Gippsland and East Gippsland Aboriginal Cooperative will be able to provide additional intensive case coordination in Bairnsdale with outreach to Lakes Entrance, thanks to a $312,928 investment by the Coalition Government.
• More mental health, drug and alcohol support services for First Australians in Gippsland.
• Coalition Government investing $312,928 in Gippsland and East Gippsland Aboriginal Cooperative to deliver services.
• Investment is part of the Coalition Government’s $5 billion Indigenous Advancement Strategy (IAS).
Minister for Indigenous Affairs, Nigel Scullion, said that Gippsland and East Gippsland Aboriginal Cooperative Limited would receive funding to provide intensive case coordination to support clients with complex issues, including mental health and drug and alcohol issues, until 30 June 2019.

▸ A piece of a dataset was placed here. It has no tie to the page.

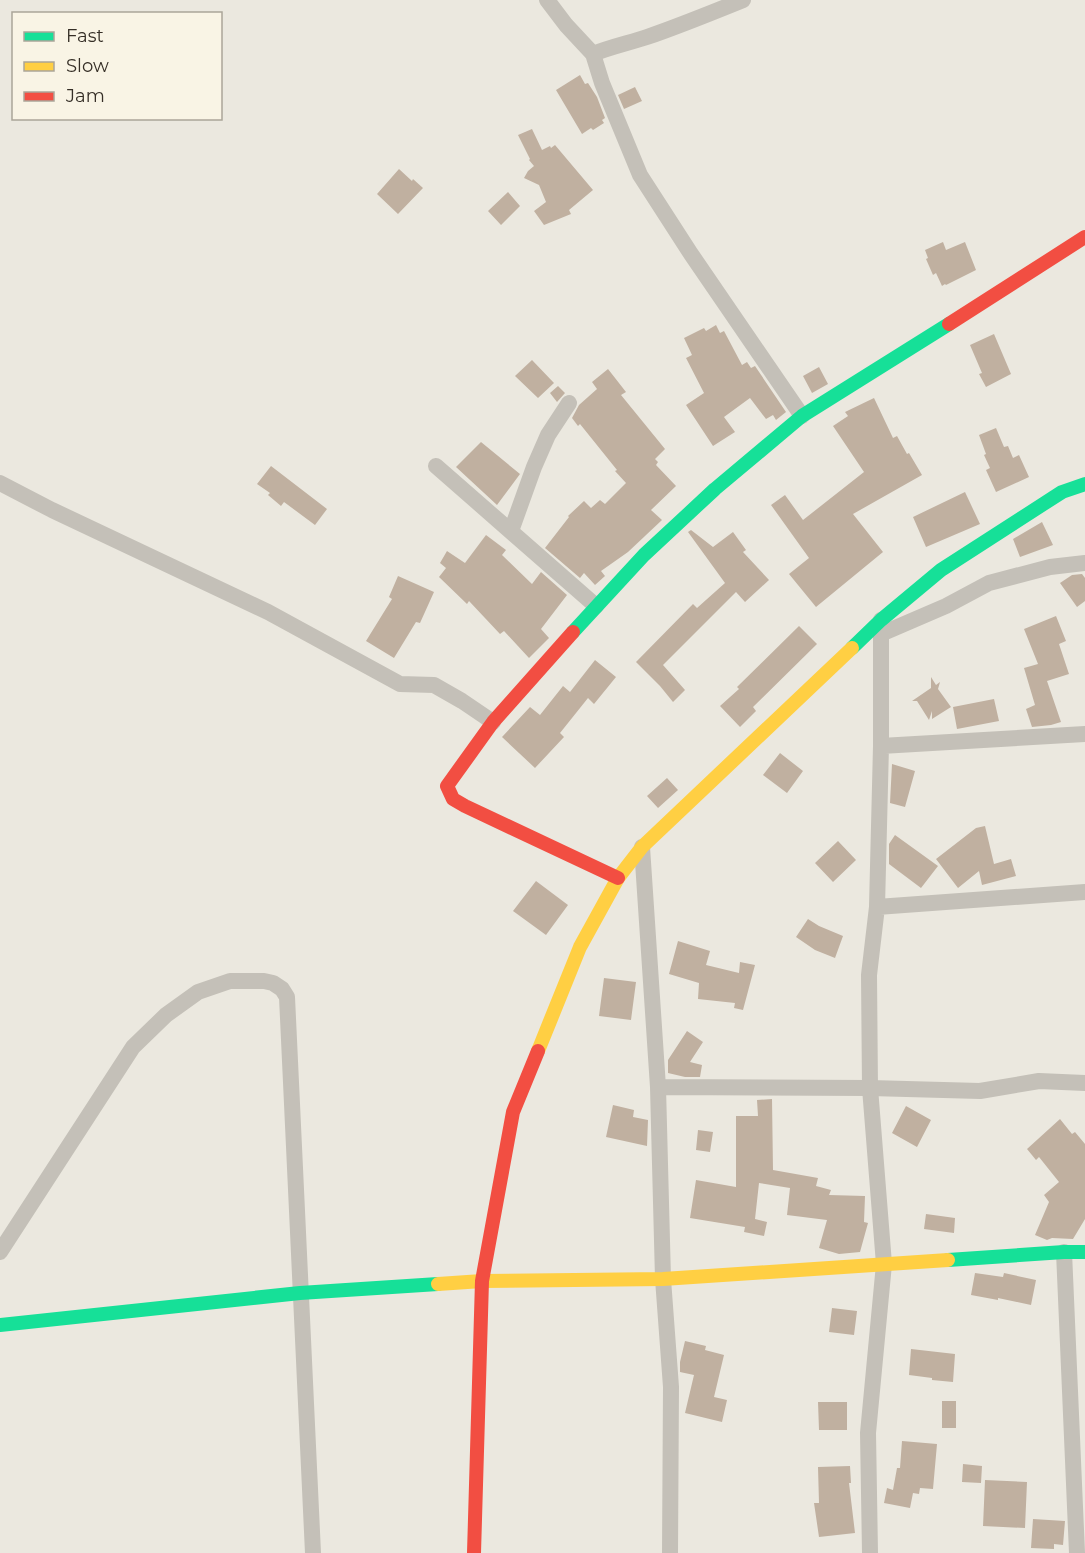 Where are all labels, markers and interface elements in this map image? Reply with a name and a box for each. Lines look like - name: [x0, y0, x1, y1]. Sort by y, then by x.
- legend: [12, 12, 222, 120]
- text: Fast: [66, 25, 104, 47]
- text: Slow: [66, 55, 109, 77]
- text: Jam: [65, 85, 105, 107]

“Improving the safety of Indigenous families and communities is one of the highest priorities for the Coalition Government – and this investment will enable the Gippsland and East Gippsland Aboriginal Cooperative to provide additional support to people who need it the most,” Minister Scullion said.
The Nationals Member for Gippsland Darren Chester said that through the $5 billion Indigenous Advancement Strategy (IAS), the Government was providing targeted investment to those working on the ground to make a difference in the lives of First Australians.

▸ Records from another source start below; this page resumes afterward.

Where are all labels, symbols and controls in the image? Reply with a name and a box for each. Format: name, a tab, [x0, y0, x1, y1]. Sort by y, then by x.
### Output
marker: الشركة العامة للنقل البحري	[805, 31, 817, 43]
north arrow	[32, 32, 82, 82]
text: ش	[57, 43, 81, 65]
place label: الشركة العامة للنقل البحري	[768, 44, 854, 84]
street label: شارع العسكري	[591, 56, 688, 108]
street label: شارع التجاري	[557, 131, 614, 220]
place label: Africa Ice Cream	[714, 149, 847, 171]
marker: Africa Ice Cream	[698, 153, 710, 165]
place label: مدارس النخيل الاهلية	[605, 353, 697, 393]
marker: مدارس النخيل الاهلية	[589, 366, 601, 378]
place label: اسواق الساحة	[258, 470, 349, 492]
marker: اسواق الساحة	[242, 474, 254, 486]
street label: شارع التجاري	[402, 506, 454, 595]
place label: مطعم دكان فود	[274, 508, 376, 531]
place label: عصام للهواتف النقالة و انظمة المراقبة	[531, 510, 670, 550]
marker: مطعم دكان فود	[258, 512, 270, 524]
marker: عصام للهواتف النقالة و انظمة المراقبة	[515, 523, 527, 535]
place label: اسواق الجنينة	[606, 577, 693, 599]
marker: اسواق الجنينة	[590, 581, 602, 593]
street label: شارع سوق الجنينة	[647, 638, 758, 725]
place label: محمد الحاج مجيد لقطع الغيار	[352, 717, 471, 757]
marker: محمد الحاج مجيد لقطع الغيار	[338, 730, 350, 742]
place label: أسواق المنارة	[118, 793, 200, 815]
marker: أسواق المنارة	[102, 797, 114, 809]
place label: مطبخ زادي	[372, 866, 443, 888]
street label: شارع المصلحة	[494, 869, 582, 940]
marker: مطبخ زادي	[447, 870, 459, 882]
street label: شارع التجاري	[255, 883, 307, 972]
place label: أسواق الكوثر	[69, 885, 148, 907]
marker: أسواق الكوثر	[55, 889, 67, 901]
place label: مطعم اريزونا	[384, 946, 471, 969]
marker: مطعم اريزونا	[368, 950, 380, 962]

“This project is a great example of the Coalition working with Indigenous Australians to improve outcomes for First Australians living in Bairnsdale and Lakes Entrance,” Mr Chester said.

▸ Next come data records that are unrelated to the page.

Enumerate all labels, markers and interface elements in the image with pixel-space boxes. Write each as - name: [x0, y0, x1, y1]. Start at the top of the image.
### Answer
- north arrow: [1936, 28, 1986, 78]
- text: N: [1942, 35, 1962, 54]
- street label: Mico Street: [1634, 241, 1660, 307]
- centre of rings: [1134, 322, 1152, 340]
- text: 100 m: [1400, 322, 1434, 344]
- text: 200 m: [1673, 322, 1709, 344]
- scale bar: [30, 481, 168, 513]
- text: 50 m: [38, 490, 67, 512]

The Gippsland and East Gippsland Aboriginal Cooperative project is one of 43 recently funded under the IAS. Services have been funded to provide intensive support to Indigenous people most affected in the following areas: alcohol and drugs, domestic violence, mental health and wellbeing, and youth offending.
Existing service providers will share $18,019,301 in Government funding through until 30 June 2019 to transition from the Indigenous Community Links programme to new place-based, intensive support services that address specific safety and wellbeing needs.
A further $4,239,664 will be provided until 30 June 2019 for new services in areas where a safety and wellbeing service gap has been identified.
The final year of funding is dependent on the projects providing strong outcomes for their clients.
Service providers will be asked to collect service data to assess the impact of the service, to better understand what works to overcome Indigenous disadvantage and contribute to the evidence base.